▶ **What this task involves**
Set down the data below in full and exactly, minus the pictures.

------ Dataset records

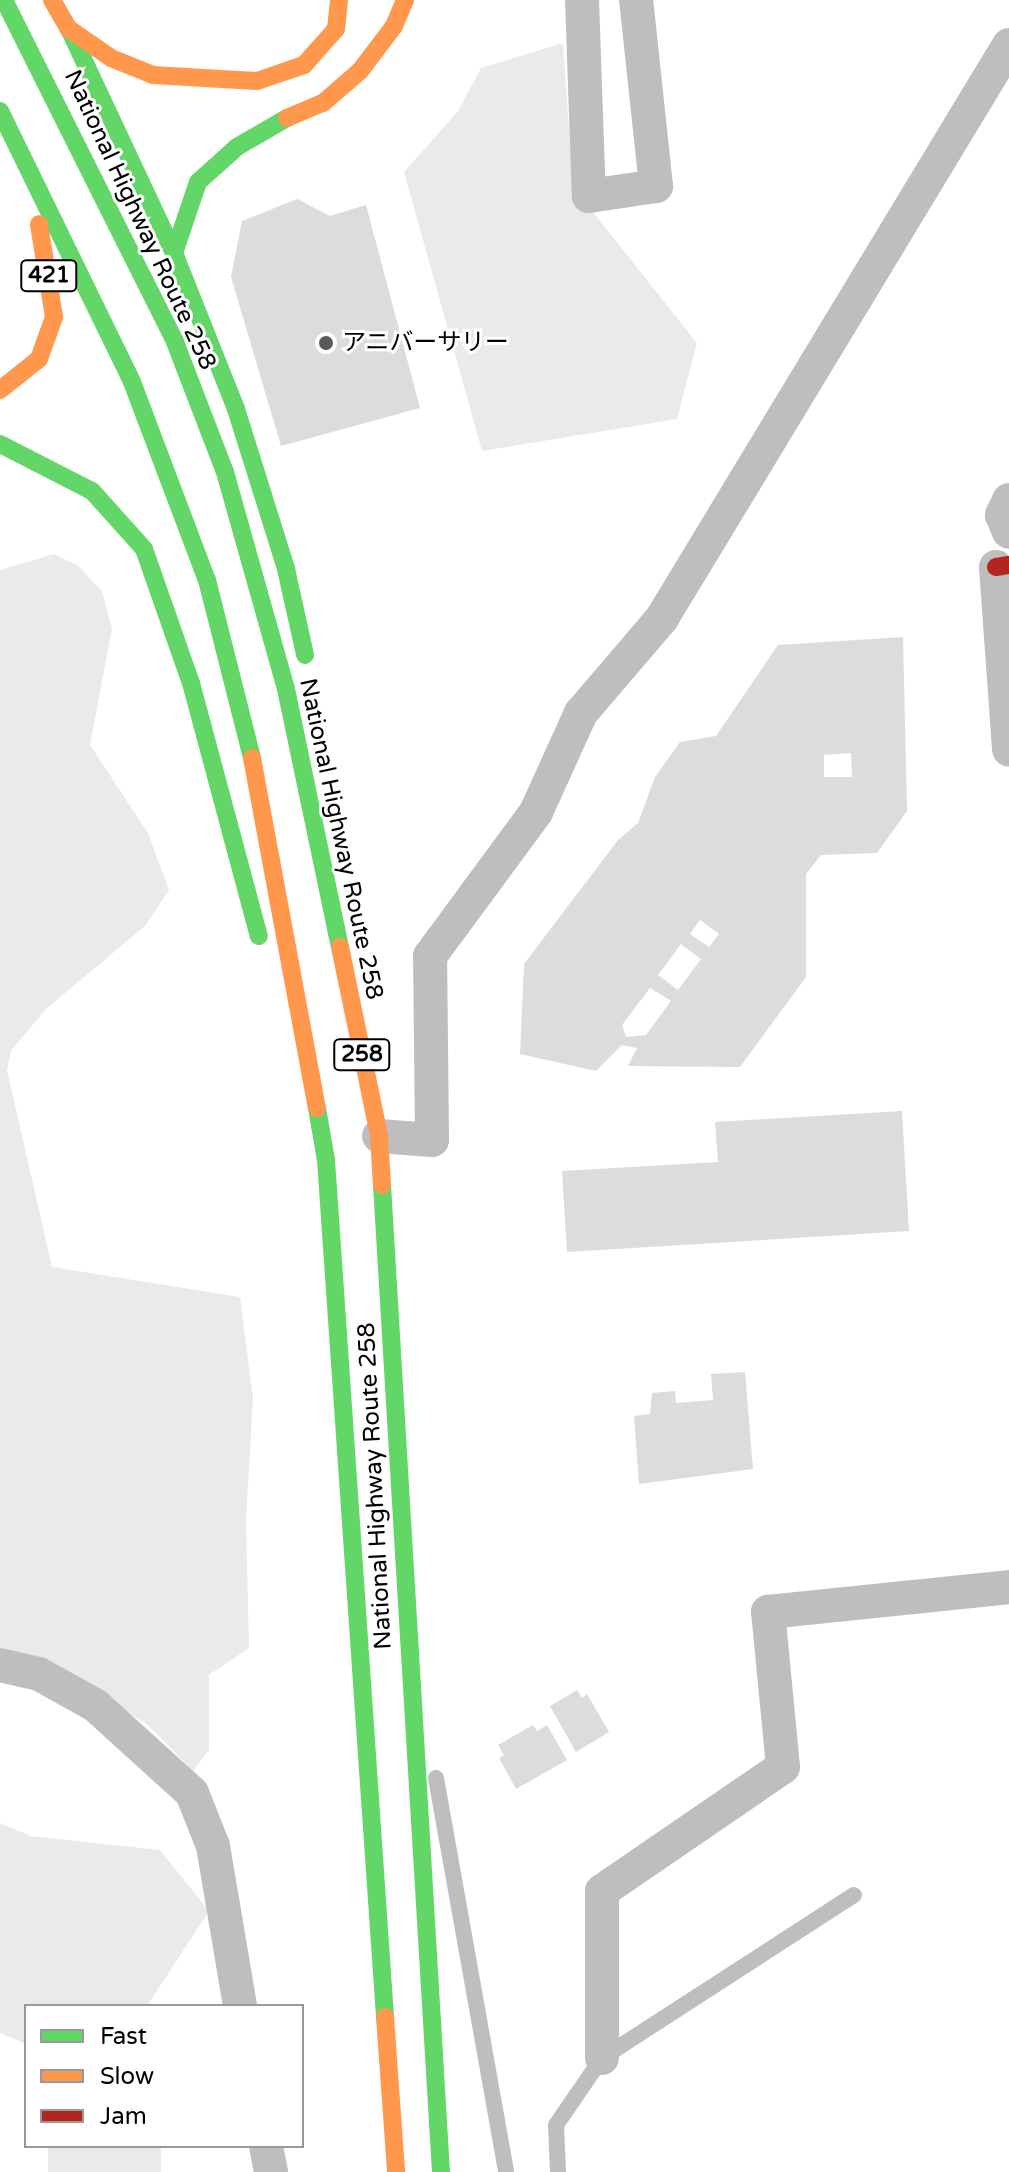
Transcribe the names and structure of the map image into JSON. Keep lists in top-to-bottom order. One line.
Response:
{"streets":{"highway":["National Highway Route 258","421","258"]},"crossings":[["National Highway Route 258","421"]],"places":["アニバーサリー"],"legend":["Fast","Slow","Jam"]}
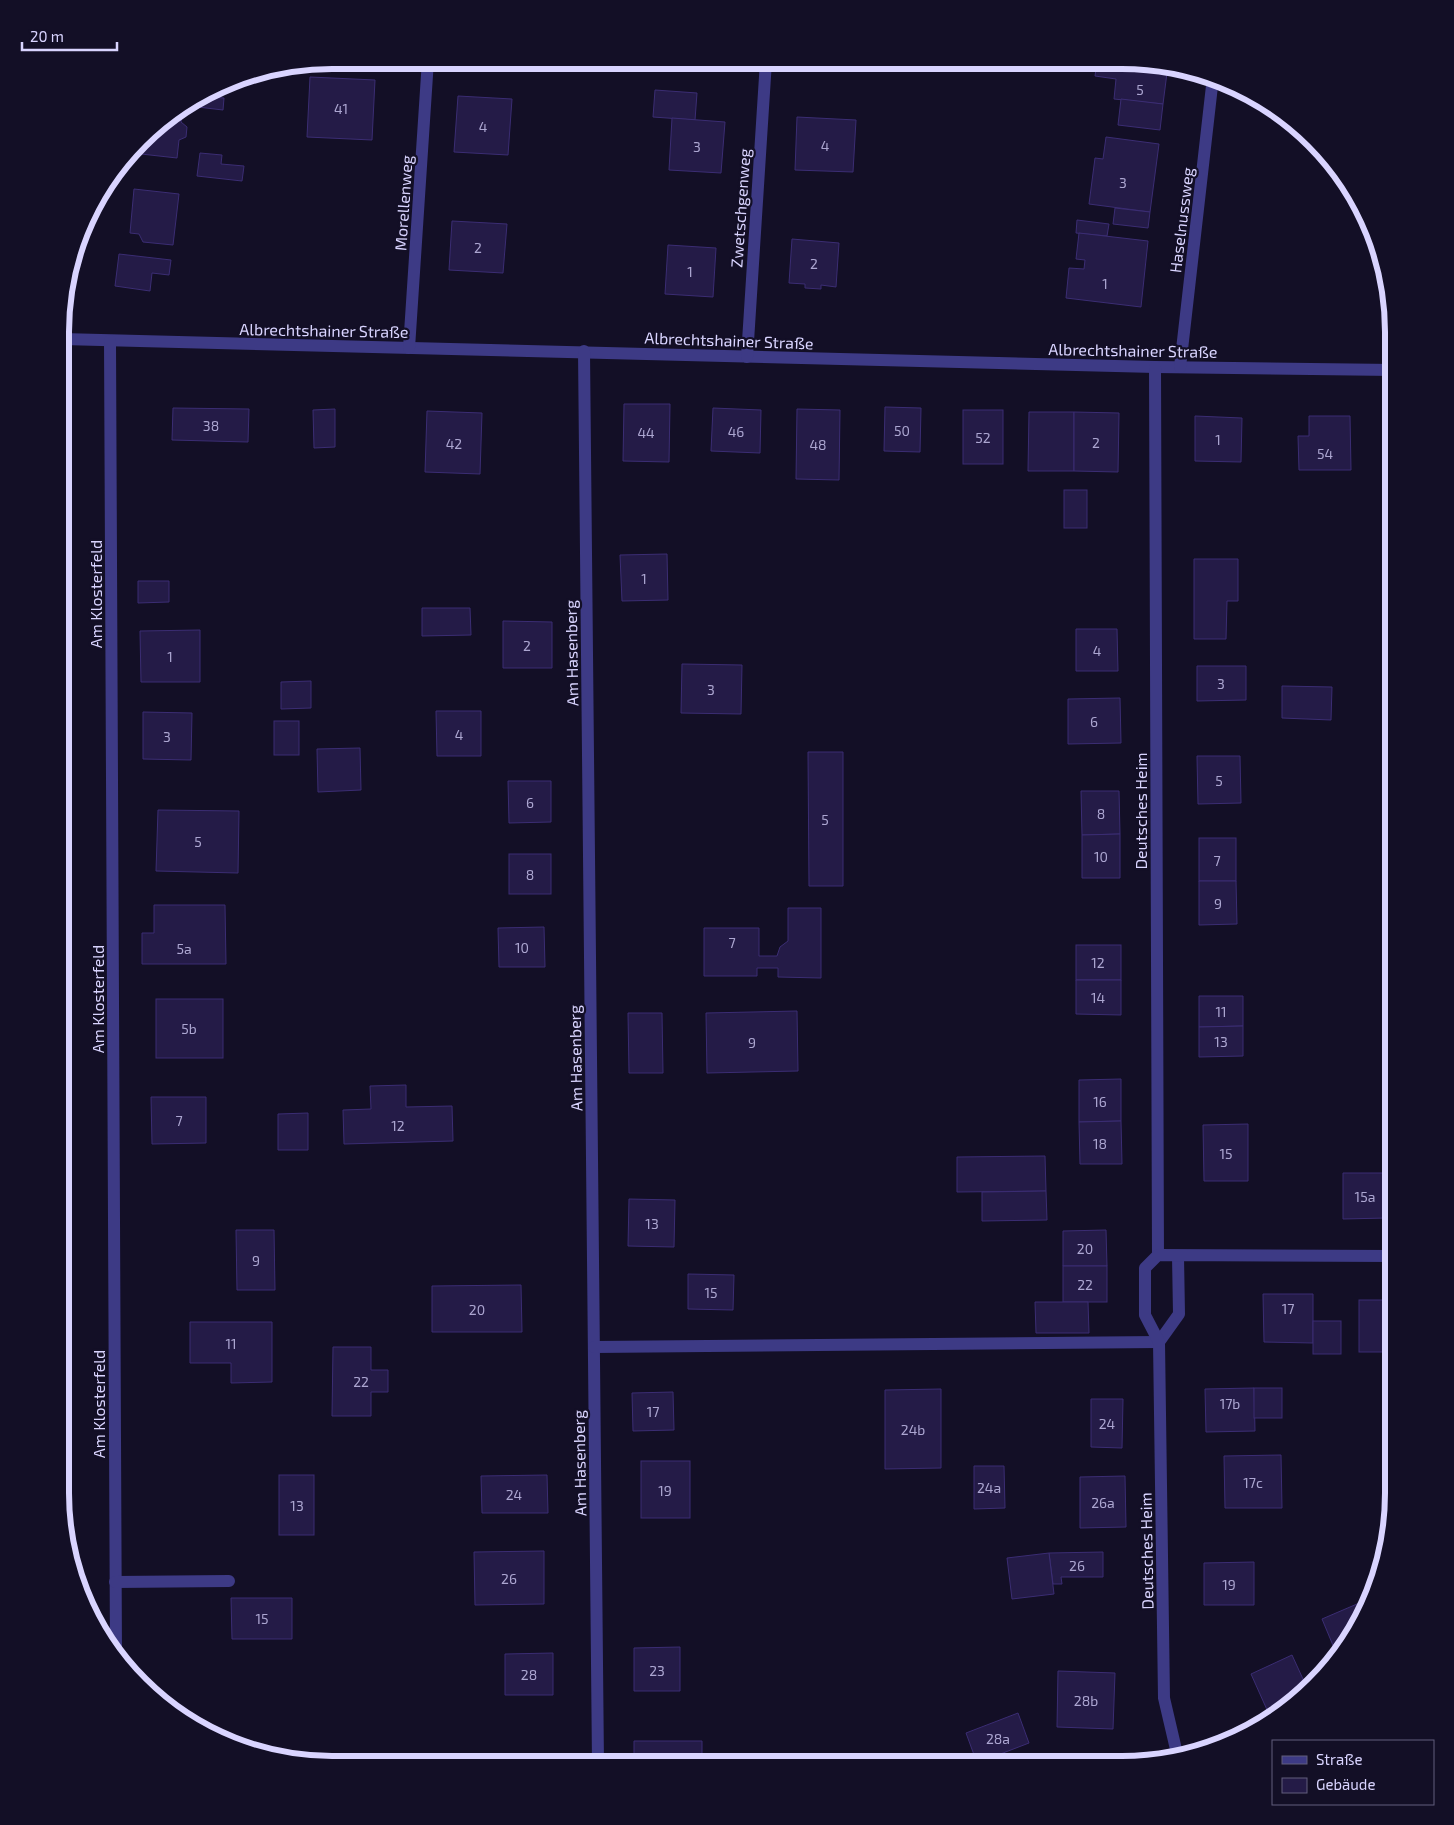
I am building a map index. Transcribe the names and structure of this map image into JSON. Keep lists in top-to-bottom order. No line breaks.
{"streets":{"street":["Morellenweg","Zwetschgenweg","Haselnussweg","Albrechtshainer Straße","Am Klosterfeld","Am Hasenberg","Deutsches Heim"]},"crossings":[["Morellenweg","Albrechtshainer Straße"],["Zwetschgenweg","Albrechtshainer Straße"],["Haselnussweg","Albrechtshainer Straße"],["Albrechtshainer Straße","Am Klosterfeld"],["Albrechtshainer Straße","Am Hasenberg"],["Albrechtshainer Straße","Deutsches Heim"]],"house_numbers":["5","41","4","4","3","3","2","2","1","1","38","50","46","44","52","1","2","42","48","54","1","2","4","1","3","3","6","4","3","5","6","8","5","5","10","7","8","9","7","10","5a","12","14","11","5b","13","9","16","7","12","18","15","15a","13","20","9","22","15","17","20","11","22","17b","17","24","24b","17c","24a","19","24","26a","13","26","26","19","15","23","28","28b","28a"],"legend":["Straße","Gebäude"],"scale_bar":"20 m"}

------------

▶ **Task answer**
Transcribe the names and structure of the map image into JSON. Keep lists in top-to-bottom order. One line.
Response:
{"streets":{"highway":["National Highway Route 258","421","258"]},"crossings":[["National Highway Route 258","421"]],"places":["アニバーサリー"],"legend":["Fast","Slow","Jam"]}
I am building a map index. Transcribe the names and structure of this map image into JSON. Keep lists in top-to-bottom order. No line breaks.
{"streets":{"street":["Morellenweg","Zwetschgenweg","Haselnussweg","Albrechtshainer Straße","Am Klosterfeld","Am Hasenberg","Deutsches Heim"]},"crossings":[["Morellenweg","Albrechtshainer Straße"],["Zwetschgenweg","Albrechtshainer Straße"],["Haselnussweg","Albrechtshainer Straße"],["Albrechtshainer Straße","Am Klosterfeld"],["Albrechtshainer Straße","Am Hasenberg"],["Albrechtshainer Straße","Deutsches Heim"]],"house_numbers":["5","41","4","4","3","3","2","2","1","1","38","50","46","44","52","1","2","42","48","54","1","2","4","1","3","3","6","4","3","5","6","8","5","5","10","7","8","9","7","10","5a","12","14","11","5b","13","9","16","7","12","18","15","15a","13","20","9","22","15","17","20","11","22","17b","17","24","24b","17c","24a","19","24","26a","13","26","26","19","15","23","28","28b","28a"],"legend":["Straße","Gebäude"],"scale_bar":"20 m"}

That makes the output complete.